Brand Names: Minims, Neo-Cortef

Clinical Names: Neomycin Sulfate

Summary

generic name: Neomycin

trade names: Ak-Spore® H.C., Bacticort®, Cobiron®, Cortisporin Ophthalmic Suspension, Cortomycin®, Hydromycin®, I-Neocort®, Minims®, Neo-Cortef®, Neosporin®, Ocutricin® HC, Triple-Gen®, LazerSporin-C®, Octiair®, Ortega Otic-M®, Otocort®, Otoreid-HC®, Pediotic®, Terramycin®

note: Neomycin may be found in topical antibiotic creams, lotions, ointments, eyedrops, and eardrops. It is often combined with hydrocortisone, dexamethasone, Polymyxin B and other antibacterial agents.

type of drug: Aminoglycoside antibiotic, antibacterial; most commonly in topical form.

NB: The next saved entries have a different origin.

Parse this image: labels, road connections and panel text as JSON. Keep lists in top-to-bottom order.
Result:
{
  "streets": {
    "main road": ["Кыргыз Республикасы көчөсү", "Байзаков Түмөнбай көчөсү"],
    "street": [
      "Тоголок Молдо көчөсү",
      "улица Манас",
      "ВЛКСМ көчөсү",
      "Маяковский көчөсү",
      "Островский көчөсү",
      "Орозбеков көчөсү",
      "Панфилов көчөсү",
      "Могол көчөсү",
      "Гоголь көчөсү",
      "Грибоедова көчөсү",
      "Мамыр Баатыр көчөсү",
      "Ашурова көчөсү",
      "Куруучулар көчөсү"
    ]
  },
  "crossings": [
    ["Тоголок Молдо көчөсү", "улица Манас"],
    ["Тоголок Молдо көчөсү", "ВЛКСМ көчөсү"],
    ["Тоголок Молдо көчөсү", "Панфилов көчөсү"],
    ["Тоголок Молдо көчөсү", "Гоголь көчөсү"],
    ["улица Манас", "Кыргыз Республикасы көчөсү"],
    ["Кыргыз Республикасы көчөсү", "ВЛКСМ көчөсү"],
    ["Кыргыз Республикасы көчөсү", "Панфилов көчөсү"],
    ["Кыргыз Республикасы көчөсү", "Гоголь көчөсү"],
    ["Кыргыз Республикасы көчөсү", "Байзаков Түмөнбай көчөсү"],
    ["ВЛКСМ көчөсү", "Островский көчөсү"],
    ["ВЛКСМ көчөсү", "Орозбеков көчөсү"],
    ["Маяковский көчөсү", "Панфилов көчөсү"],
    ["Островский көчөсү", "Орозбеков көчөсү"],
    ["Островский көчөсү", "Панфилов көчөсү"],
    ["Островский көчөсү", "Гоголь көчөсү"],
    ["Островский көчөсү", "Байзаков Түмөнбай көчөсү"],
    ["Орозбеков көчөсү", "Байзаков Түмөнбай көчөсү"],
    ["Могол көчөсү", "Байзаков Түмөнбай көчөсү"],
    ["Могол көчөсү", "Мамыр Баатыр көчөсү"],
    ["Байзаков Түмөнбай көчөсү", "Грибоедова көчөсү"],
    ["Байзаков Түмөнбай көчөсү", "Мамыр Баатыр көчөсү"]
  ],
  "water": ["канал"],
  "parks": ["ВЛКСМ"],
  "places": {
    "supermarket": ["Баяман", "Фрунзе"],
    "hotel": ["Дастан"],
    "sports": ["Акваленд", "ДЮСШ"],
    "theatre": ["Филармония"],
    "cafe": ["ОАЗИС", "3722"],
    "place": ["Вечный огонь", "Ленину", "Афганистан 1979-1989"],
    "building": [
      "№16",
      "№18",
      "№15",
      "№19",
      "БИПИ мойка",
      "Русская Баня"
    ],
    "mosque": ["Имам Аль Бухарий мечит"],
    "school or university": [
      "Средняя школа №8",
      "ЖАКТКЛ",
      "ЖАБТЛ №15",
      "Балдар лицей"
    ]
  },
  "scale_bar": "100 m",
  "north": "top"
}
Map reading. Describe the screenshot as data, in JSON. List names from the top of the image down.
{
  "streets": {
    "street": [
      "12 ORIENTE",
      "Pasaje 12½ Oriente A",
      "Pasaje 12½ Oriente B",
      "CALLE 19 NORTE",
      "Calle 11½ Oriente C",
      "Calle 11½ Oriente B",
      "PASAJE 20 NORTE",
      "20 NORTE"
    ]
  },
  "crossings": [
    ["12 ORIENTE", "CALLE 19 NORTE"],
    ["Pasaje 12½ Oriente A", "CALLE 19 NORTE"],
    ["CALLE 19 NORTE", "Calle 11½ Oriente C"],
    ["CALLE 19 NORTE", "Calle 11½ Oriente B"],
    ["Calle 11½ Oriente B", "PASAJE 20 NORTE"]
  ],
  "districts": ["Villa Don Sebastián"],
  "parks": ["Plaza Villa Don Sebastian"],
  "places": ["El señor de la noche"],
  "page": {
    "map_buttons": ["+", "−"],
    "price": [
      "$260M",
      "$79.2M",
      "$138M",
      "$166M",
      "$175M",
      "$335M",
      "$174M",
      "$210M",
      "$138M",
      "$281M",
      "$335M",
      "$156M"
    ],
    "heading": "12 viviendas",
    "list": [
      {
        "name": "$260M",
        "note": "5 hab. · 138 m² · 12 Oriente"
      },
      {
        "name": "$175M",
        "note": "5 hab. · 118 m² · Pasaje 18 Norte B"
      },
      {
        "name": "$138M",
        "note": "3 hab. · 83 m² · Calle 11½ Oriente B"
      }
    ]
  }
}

mechanism: Neomycin is absorbed from the peritoneum, respiratory tract, bladder, wounds and inflamed skin; little is absorbed when applied topically. It interferes with bacterial protein synthesis by binding primarily to the 30S subunit of bacterial ribosomes. Neomycin sulphate is active against many strains of Gram-positive and Gram-negative bacteria including Staph. aureus, E. coli, Klebsiella spp., H. influenzae, S. typhi, Shigella and Mycobacterium tuberculosis.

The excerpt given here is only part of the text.